Various interpretation methods are explained in depth. How do they work under the hood and their strengths and weaknesses? How can their outputs be interpreted? We will start with models that are interpretable easily such as linear regression and decision trees and then go on to interpretation methods that are model agnostic such as feature importance, local surrogate (LIME), and Shapley values (SHAP). In the traditionally inscrutable domain of deep learning, we will look at gradient based and attention based methods for interpreting deep neural nets.

Outline

  1. Importance of interpretability
  2. Stories of uninterpretable model failures
  3. Evaluation of interpretability
  4. Human-friendly explanations
  5. Interpretable models
    1. Linear and Logistic regression
    2. GLM and GAM
    3. Decision trees
  6. Model Agnostic Methods
    1. Partial Dependence Plots
    2. Feature Interaction
    3. Feature Importance
    4. Global and local surrogate (LIME)
    5. Shapley Values
  7. Interpretability of Deep Learning Models
    1. Gradient based methods
    2. Attention based methods
  8. Counterfactual explanations
  9. Adversarial examples

Requirements

  1. Basic knowledge of Machine Learning and Deep Learning
  2. Basic familiarity with Python and Jupyter notebooks
  3. User should have a working Jupyter setup on their laptops with internet access

Speaker bio

Farhat Habib is a Director in Data Sciences at Inmobi currently working on anti-fraud and improving creatives. Farhat has a PhD and MS in Physics from The Ohio State University and has been doing data science since before it was cool. Prior to Inmobi he worked on solving logistics challenges at Locus.sh. Before that he was at Inmobi working on improving ad targeting on mobile devices and prior to that he was at Indian Institute of Science Education and Research, Pune leading research on computational biology and genomic sequence analysis. Farhat enjoys working on a wide range of domains where solutions can be found by the application of machine learning and data science.

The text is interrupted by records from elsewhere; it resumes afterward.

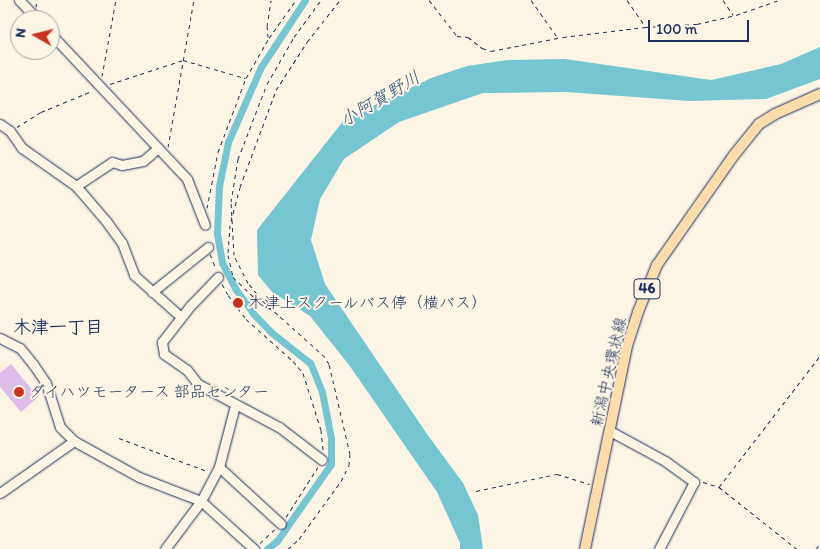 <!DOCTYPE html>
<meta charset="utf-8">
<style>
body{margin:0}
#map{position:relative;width:820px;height:549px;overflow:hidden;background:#fcf5e5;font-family:Itim,"Klee One",sans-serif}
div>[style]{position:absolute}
.water>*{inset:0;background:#76c6d2}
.canal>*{height:7px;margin:-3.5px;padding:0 3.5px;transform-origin:3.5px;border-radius:3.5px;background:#76c6d2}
.building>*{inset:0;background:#debce8}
.path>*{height:1px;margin-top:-0.5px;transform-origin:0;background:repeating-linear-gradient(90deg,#1b2f5e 0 4px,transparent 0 8px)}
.roads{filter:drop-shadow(0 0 1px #1b2f5e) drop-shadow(0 0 1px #1b2f5e)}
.minor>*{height:9px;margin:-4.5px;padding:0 4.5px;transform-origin:4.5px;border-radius:4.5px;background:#fcf5e5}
.major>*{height:10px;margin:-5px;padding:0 5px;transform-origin:5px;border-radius:5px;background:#fbddab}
.dots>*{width:14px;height:14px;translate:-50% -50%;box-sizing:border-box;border:2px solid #fcf5e5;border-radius:50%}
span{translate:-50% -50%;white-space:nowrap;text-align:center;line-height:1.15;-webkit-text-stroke:4px #fcf5e5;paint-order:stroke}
.shield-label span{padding:1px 4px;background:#fcf5e5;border:1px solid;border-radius:4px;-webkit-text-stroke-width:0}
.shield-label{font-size:15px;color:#1b2f5e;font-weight:700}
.poi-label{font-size:16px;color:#1b2f5e}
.left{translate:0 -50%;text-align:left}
.street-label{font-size:16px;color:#1b2f5e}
.water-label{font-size:18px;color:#32557b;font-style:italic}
.neighbourhood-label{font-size:18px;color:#1b2f5e;font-weight:700}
.north{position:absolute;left:10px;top:10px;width:50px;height:50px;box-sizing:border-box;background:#fcf5e5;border:1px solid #a2a6af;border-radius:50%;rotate:278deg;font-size:14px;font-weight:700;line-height:20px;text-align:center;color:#1b2f5e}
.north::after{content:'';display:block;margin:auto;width:18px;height:22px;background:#c8321e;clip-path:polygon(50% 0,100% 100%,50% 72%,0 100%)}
.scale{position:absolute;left:648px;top:20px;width:101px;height:22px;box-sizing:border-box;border:2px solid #1b2f5e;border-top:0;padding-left:6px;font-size:15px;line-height:18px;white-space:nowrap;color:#1b2f5e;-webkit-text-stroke:4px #fcf5e5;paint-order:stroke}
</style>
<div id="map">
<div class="water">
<i style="clip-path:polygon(820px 47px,820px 79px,766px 99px,689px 101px,566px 92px,483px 93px,399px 122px,344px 159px,320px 199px,311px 240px,325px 284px,427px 434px,463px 483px,478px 515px,483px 549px,460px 549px,460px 543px,437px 492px,349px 365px,310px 316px,272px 292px,258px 275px,257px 230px,344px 120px,431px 78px,467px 66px,508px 60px,565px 59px,711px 80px,781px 64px)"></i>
</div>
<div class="canal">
<i style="left:267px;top:549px;width:13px;rotate:-39deg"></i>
<i style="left:277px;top:541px;width:94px;rotate:-55deg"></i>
<i style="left:331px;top:464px;width:26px;rotate:-90deg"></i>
<i style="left:331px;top:438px;width:47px;rotate:-101.1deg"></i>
<i style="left:322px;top:392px;width:31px;rotate:-112deg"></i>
<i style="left:310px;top:363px;width:48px;rotate:-141.7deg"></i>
<i style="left:272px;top:333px;width:28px;rotate:-134deg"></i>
<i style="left:253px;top:313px;width:29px;rotate:-126deg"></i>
<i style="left:236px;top:290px;width:31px;rotate:-117deg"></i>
<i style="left:222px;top:262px;width:29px;rotate:-100deg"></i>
<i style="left:217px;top:233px;width:47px;rotate:-87.6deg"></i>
<i style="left:219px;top:186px;width:45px;rotate:-78.4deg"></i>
<i style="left:228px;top:142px;width:82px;rotate:-66.3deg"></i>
<i style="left:261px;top:67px;width:80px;rotate:-56.7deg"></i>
</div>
<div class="building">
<i style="clip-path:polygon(11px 364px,38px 397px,21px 412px,0 387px,0 373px)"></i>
</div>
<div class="path">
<i style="left:429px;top:0;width:46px;rotate:52.1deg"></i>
<i style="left:457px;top:36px;width:11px;rotate:5deg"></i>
<i style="left:468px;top:37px;width:18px;rotate:38deg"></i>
<i style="left:482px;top:48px;width:9px;rotate:18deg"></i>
<i style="left:491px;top:51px;width:73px;rotate:-11deg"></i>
<i style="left:563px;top:37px;width:83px;rotate:-7deg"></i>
<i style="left:645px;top:27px;width:52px;rotate:-3.3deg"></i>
<i style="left:697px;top:24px;width:40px;rotate:-13deg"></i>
<i style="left:736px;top:15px;width:46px;rotate:-19.2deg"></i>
<i style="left:531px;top:0;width:47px;rotate:54.6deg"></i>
<i style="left:627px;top:0;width:32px;rotate:55deg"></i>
<i style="left:723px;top:0;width:18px;rotate:56deg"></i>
<i style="left:36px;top:7px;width:7px;rotate:-82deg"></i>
<i style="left:268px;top:37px;width:11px;rotate:-95deg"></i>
<i style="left:267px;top:26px;width:26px;rotate:-81deg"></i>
<i style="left:102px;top:76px;width:77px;rotate:-79.6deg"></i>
<i style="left:110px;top:84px;width:77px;rotate:-18.2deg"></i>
<i style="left:183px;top:60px;width:65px;rotate:16.2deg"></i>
<i style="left:17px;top:127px;width:28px;rotate:-32deg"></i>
<i style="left:41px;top:112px;width:55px;rotate:-22.4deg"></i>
<i style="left:168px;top:147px;width:149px;rotate:-80deg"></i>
<i style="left:207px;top:208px;width:57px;rotate:-78.9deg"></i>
<i style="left:218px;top:152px;width:79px;rotate:-69.3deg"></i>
<i style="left:246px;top:78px;width:46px;rotate:-60.1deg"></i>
<i style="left:269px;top:38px;width:47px;rotate:-54.6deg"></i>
<i style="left:231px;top:221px;width:35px;rotate:-75deg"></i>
<i style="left:240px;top:187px;width:103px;rotate:-69.6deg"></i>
<i style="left:276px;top:90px;width:57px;rotate:-57.1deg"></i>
<i style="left:307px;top:42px;width:53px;rotate:-51.8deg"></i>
<i style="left:230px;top:225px;width:30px;rotate:94deg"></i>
<i style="left:228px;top:255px;width:23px;rotate:77deg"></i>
<i style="left:233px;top:277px;width:39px;rotate:44deg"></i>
<i style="left:261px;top:304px;width:11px;rotate:27deg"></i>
<i style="left:210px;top:254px;width:16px;rotate:68deg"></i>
<i style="left:222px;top:284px;width:13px;rotate:61deg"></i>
<i style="left:228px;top:295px;width:30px;rotate:53deg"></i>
<i style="left:246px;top:319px;width:63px;rotate:41.8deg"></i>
<i style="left:293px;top:361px;width:16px;rotate:50deg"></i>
<i style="left:303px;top:373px;width:60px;rotate:72.5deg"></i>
<i style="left:321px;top:430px;width:20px;rotate:84deg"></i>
<i style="left:119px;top:438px;width:94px;rotate:20.6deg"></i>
<i style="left:703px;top:482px;width:17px;rotate:17deg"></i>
<i style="left:719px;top:487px;width:100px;rotate:38.5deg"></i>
<i style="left:719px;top:487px;width:165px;rotate:-52.4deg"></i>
<i style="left:476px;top:491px;width:83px;rotate:-11.9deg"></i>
<i style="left:557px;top:474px;width:34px;rotate:17deg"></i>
<i style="left:286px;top:517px;width:59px;rotate:-57.4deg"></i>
<i style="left:260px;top:543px;width:21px;rotate:-43deg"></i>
<i style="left:288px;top:549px;width:15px;rotate:-42deg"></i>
<i style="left:299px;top:539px;width:72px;rotate:-54.1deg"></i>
<i style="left:341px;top:481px;width:18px;rotate:-63deg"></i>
<i style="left:349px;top:465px;width:11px;rotate:-85deg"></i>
<i style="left:350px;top:454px;width:92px;rotate:-103.1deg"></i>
<i style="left:329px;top:364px;width:8px;rotate:-120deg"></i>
<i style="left:325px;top:357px;width:85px;rotate:-137.9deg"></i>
<i style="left:262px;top:300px;width:22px;rotate:-129deg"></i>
<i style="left:248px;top:283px;width:31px;rotate:-117deg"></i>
<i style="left:234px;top:255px;width:53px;rotate:-93.2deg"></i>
<i style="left:231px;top:202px;width:44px;rotate:-80.8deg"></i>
<i style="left:238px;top:159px;width:80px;rotate:-68.9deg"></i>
<i style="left:267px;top:84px;width:54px;rotate:-60.1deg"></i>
<i style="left:294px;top:37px;width:46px;rotate:-53.9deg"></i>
<i style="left:816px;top:549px;width:7px;rotate:-56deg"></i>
</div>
<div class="roads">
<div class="minor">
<i style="left:19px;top:0;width:28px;rotate:46deg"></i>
<i style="left:50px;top:33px;width:200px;rotate:46.8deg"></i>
<i style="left:187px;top:179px;width:49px;rotate:68.6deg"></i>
<i style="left:0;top:124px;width:12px;rotate:35deg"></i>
<i style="left:10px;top:131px;width:21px;rotate:55deg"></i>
<i style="left:22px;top:148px;width:66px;rotate:35.1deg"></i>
<i style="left:76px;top:186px;width:46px;rotate:49.4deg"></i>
<i style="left:106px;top:221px;width:27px;rotate:54deg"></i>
<i style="left:122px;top:243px;width:34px;rotate:69deg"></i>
<i style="left:134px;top:275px;width:63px;rotate:41.8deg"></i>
<i style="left:76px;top:186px;width:43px;rotate:-33.7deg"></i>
<i style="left:112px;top:162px;width:10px;rotate:17deg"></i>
<i style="left:122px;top:165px;width:21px;rotate:-11deg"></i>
<i style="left:143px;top:161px;width:20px;rotate:-41deg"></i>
<i style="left:218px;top:277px;width:40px;rotate:134deg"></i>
<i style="left:190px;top:306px;width:46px;rotate:127.9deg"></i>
<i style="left:162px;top:342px;width:12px;rotate:81deg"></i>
<i style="left:164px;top:354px;width:28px;rotate:35deg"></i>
<i style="left:187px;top:370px;width:18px;rotate:52deg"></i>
<i style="left:198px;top:384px;width:92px;rotate:28deg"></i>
<i style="left:279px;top:427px;width:54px;rotate:37.5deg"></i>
<i style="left:152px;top:292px;width:72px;rotate:-38.8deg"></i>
<i style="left:0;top:338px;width:22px;rotate:27deg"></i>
<i style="left:20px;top:348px;width:21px;rotate:51deg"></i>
<i style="left:33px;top:364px;width:23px;rotate:56deg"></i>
<i style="left:46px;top:383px;width:46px;rotate:72.3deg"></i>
<i style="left:60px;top:427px;width:20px;rotate:45deg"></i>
<i style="left:74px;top:441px;width:74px;rotate:29deg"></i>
<i style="left:139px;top:477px;width:66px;rotate:21.2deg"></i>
<i style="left:201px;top:501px;width:72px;rotate:42.2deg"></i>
<i style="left:610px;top:431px;width:63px;rotate:28.6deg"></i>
<i style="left:665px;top:461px;width:36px;rotate:36deg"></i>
<i style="left:694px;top:482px;width:76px;rotate:117.6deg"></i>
<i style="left:219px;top:467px;width:84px;rotate:42.6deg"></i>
<i style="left:0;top:493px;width:90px;rotate:-35.1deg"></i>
<i style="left:165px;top:549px;width:60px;rotate:-53.1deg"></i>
<i style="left:201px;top:501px;width:38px;rotate:-62deg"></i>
<i style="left:219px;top:467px;width:64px;rotate:-75.5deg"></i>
</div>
<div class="major">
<i style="left:585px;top:549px;width:207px;rotate:-78.3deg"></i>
<i style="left:627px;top:346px;width:36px;rotate:-72deg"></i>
<i style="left:638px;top:312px;width:51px;rotate:-68deg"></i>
<i style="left:657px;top:265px;width:134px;rotate:-55deg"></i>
<i style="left:734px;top:155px;width:40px;rotate:-51deg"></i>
<i style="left:759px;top:124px;width:19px;rotate:-32deg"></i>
<i style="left:775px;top:114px;width:49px;rotate:-24deg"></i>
</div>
</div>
<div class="dots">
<i style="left:238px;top:303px;background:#c8321e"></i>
<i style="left:19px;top:392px;background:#c8321e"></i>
</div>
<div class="shield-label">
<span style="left:647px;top:289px">46</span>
</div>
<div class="poi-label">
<span class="left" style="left:248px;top:303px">木津上スクールバス停（横バス）</span>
<span class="left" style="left:29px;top:392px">ダイハツモータース 部品センター</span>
</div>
<div class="street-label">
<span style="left:609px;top:372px;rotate:-77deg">新潟中央環状線</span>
</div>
<div class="water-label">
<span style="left:380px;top:99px;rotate:-31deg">小阿賀野川</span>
</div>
<div class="neighbourhood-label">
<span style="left:58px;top:327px">木津一丁目</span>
</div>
<div class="north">N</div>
<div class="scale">100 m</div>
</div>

Aditya Patel is Director, Data Science at InMobi Glance. Previously he was head of data science at Stasis and has 7+ years of experience spanning over the fields of Machine Learning and Signal Processing. He graduated with Dual Master’s degree in Biomedical and Electrical Engineering from the University of Southern California. He has presented his work in Machine learning at multiple peer reviewed conference. He also contributed to first generation “Artificial Pancreas” project in Medtronic, Los Angeles.